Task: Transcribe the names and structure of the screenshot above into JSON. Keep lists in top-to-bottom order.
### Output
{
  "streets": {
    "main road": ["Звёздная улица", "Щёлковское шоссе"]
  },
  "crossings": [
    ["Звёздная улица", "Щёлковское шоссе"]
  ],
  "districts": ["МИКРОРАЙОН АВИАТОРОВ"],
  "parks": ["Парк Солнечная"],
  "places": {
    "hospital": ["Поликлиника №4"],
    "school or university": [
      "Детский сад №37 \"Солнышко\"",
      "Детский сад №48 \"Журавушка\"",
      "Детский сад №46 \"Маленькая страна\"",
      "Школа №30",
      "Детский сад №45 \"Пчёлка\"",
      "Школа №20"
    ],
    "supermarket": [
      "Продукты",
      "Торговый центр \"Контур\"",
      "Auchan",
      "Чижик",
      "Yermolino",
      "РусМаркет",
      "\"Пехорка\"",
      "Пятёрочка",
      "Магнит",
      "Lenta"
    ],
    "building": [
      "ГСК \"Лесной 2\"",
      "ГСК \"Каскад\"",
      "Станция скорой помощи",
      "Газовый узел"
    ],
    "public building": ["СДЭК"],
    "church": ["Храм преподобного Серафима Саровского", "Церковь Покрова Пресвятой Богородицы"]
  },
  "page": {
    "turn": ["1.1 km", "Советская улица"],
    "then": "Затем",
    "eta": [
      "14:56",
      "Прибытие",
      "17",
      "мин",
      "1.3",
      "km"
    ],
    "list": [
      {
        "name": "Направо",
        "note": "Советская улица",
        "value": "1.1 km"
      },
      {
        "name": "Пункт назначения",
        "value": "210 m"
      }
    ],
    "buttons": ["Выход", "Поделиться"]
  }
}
= = = =
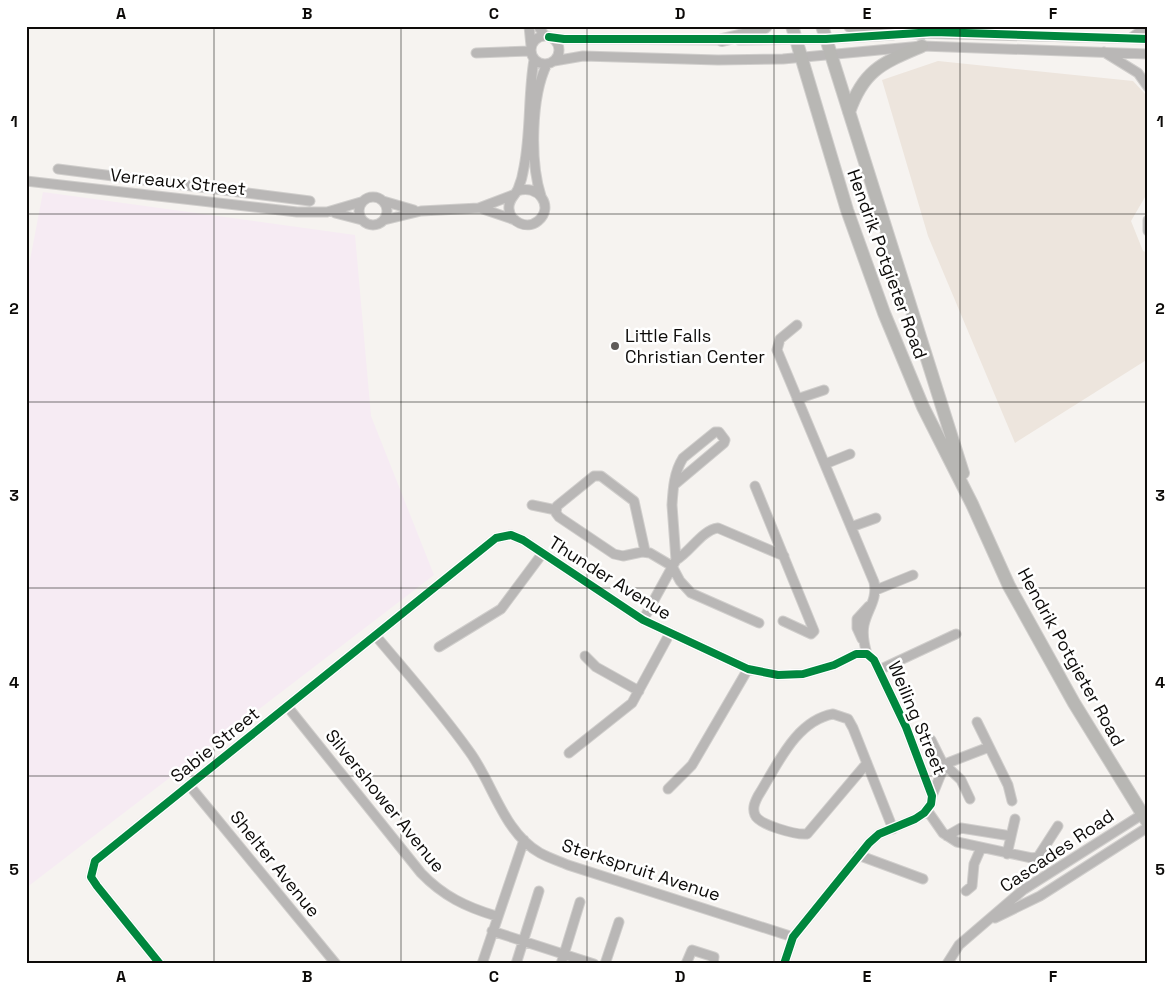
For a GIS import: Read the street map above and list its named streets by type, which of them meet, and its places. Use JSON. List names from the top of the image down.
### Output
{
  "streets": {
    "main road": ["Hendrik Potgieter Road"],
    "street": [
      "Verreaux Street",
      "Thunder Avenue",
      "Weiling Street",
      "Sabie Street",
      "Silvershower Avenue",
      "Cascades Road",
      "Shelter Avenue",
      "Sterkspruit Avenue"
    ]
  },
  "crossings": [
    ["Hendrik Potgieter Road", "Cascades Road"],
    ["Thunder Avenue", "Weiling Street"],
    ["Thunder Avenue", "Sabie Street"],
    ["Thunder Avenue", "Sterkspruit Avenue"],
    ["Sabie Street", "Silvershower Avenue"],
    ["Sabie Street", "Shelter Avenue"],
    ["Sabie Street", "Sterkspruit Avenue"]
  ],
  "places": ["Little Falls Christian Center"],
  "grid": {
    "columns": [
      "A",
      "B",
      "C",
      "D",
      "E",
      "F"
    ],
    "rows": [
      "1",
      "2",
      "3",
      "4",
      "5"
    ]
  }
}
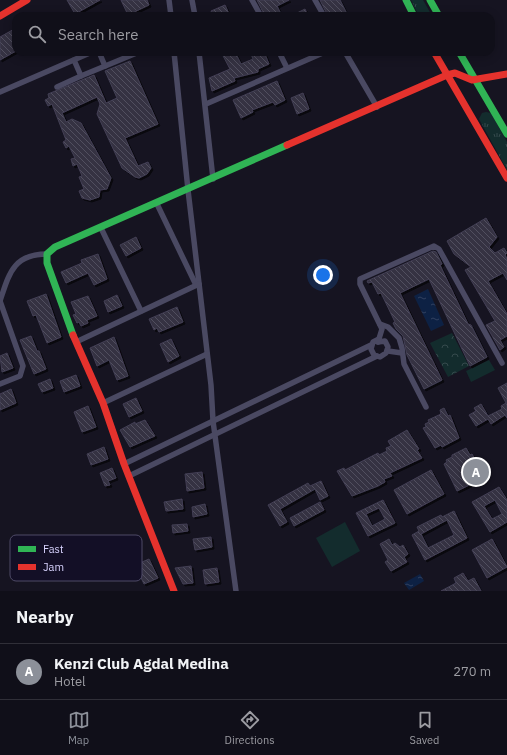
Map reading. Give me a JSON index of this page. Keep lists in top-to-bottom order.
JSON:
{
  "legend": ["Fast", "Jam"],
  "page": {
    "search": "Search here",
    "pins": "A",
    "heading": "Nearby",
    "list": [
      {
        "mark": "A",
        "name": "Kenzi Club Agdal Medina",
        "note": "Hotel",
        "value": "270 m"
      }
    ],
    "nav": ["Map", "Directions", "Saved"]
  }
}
= = = =
Reproduce each line of the material that mentions "above".

Solution below:
Task: Transcribe the names and structure of the screenshot above into JSON. Keep lists in top-to-bottom order.
For a GIS import: Read the street map above and list its named streets by type, which of them meet, and its places. Use JSON. List names from the top of the image down.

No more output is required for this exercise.